Among the retailers selling on Tmall Global are U.S. department store chain Macy’s Inc., the U.K.’s House of Fraser and Sainsbury’s, and Metro Group of Germany. Consumers can also buy Huggies diapers from Kimberly Clark, food products from Danone of France (whose products are marketed under the name Dannon in the United States) and cosmetics from Japanese brands Kao and Shiseido.
Alibaba has worked with government agencies in 13 countries to set up “pavilions” featuring goods from those nations. For example, the U.S. Department of Agriculture has cooperated with Alibaba on a program to sell cherries from the northwestern United States on Tmall Global.
During the big Singles’ Day sales that Alibaba promotes every Nov. 11, 95 million consumers visited Tmall Global and 30 million made purchases, the report says.
Alibaba’s chief rival in China, JD.com Inc., also has created an online shopping mall for foreign brands called JD Worldwide. Among the companies to recently launch on the JD site are luxury brands Tod’s and TAG Heuer.

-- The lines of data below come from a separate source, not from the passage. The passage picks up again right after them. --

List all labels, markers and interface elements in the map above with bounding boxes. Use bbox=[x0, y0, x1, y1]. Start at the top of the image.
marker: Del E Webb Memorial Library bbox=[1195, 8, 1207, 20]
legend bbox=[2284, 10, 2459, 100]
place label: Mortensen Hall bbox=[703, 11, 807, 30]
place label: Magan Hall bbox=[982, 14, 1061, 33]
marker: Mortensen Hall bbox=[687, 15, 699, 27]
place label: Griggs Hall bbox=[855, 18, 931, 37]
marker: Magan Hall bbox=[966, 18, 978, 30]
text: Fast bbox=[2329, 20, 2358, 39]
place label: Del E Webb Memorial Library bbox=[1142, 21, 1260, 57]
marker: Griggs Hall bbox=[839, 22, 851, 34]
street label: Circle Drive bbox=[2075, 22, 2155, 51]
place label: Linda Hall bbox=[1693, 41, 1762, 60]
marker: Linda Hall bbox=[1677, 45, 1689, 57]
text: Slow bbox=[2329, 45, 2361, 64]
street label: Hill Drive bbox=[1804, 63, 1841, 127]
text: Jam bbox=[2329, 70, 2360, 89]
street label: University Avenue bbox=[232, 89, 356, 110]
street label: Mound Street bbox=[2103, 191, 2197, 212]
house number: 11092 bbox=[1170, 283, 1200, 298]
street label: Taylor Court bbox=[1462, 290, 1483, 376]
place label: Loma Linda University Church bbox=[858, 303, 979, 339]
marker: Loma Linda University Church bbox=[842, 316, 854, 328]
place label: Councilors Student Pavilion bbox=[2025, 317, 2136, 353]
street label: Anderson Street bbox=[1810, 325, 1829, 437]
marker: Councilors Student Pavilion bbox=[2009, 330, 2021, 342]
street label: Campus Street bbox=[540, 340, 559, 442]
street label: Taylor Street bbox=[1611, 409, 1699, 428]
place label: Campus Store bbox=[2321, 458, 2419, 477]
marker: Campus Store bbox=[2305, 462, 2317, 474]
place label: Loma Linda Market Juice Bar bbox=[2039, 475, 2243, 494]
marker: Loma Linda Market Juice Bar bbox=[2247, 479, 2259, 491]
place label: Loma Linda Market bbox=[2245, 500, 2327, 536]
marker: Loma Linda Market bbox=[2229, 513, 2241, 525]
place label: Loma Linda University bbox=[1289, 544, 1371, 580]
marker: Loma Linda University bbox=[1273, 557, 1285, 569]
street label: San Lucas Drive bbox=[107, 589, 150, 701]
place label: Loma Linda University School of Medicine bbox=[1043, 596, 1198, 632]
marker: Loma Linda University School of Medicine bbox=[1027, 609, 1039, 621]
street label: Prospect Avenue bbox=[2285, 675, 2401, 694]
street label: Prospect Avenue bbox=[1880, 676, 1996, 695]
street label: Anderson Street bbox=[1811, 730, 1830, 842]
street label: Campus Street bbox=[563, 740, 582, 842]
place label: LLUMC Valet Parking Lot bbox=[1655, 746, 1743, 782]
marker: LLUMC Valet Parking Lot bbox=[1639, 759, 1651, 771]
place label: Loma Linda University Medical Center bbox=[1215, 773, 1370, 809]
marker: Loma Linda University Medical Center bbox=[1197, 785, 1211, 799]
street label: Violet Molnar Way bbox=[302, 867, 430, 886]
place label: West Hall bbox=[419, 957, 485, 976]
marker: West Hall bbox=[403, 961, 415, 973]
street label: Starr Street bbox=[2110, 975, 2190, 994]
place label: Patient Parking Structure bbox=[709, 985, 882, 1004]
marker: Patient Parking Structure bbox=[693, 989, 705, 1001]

China in recent years has made it easier for Chinese consumers to buy goods for their personal use online from foreign companies. The government recently increased the maximum purchase allowed under these cross-border e-commerce regulations from 10,000 yuan ($1,519) to 50,000 yuan ($7,597) per transaction, according to a report on the Chinese luxury market by U.S. consulting firm Bain & Co.
JD is No. 1 Internet 2015 Retailer China 500, which ranks retailers by their online sales in China. While Alibaba’s China marketplaces account for more than three-quarters of online retail purchases in China, it’s not ranked in the China 500 because Alibaba is not the merchant of record for those sales, instead providing a platform for other merchants to sell.